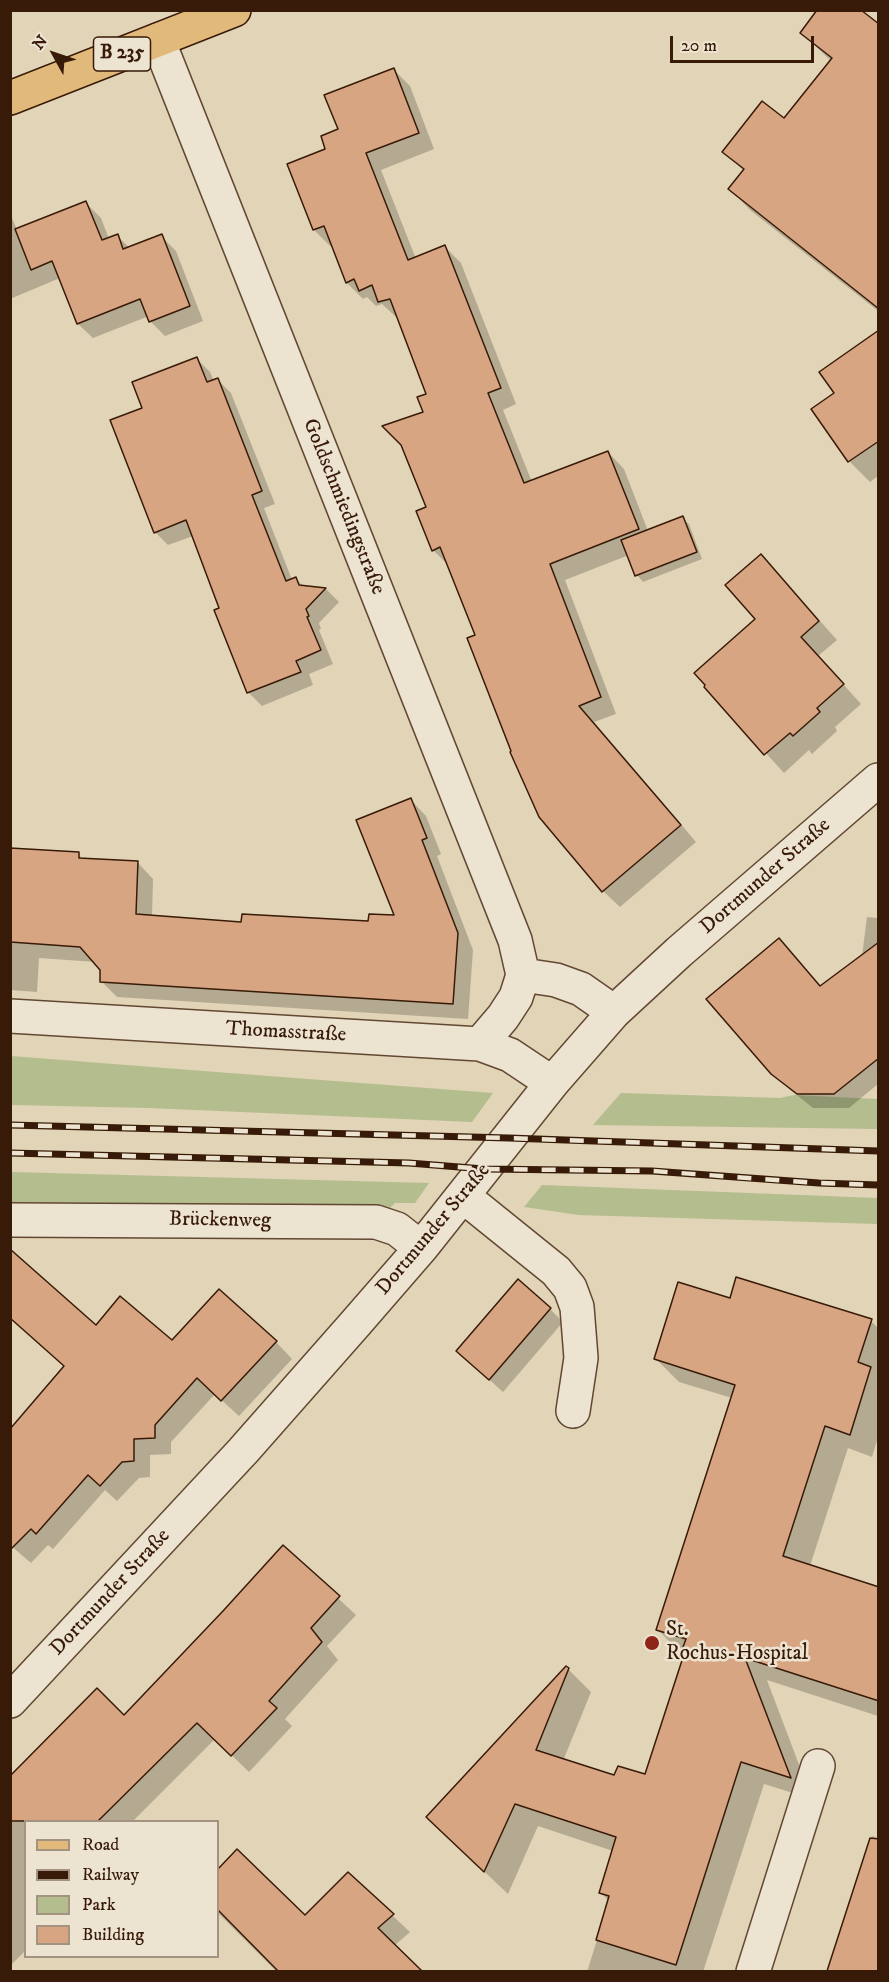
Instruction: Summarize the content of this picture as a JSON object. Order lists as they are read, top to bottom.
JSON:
{
  "streets": {
    "main road": ["B 235"],
    "street": [
      "Goldschmiedingstraße",
      "Dortmunder Straße",
      "Thomasstraße",
      "Brückenweg"
    ]
  },
  "crossings": [
    ["B 235", "Goldschmiedingstraße"],
    ["Dortmunder Straße", "Thomasstraße"],
    ["Dortmunder Straße", "Brückenweg"]
  ],
  "places": ["St. Rochus-Hospital"],
  "legend": [
    "Road",
    "Railway",
    "Park",
    "Building"
  ],
  "scale_bar": "20 m",
  "north": "top left"
}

WHAT YOU HAVE TO DO:
Could you transcribe the records above exactly, leaving out any pictures?

EXERCISE RESPONSE:
Instruction: Summarize the content of this picture as a JSON object. Order lists as they are read, top to bottom.
JSON:
{
  "streets": {
    "main road": ["B 235"],
    "street": [
      "Goldschmiedingstraße",
      "Dortmunder Straße",
      "Thomasstraße",
      "Brückenweg"
    ]
  },
  "crossings": [
    ["B 235", "Goldschmiedingstraße"],
    ["Dortmunder Straße", "Thomasstraße"],
    ["Dortmunder Straße", "Brückenweg"]
  ],
  "places": ["St. Rochus-Hospital"],
  "legend": [
    "Road",
    "Railway",
    "Park",
    "Building"
  ],
  "scale_bar": "20 m",
  "north": "top left"
}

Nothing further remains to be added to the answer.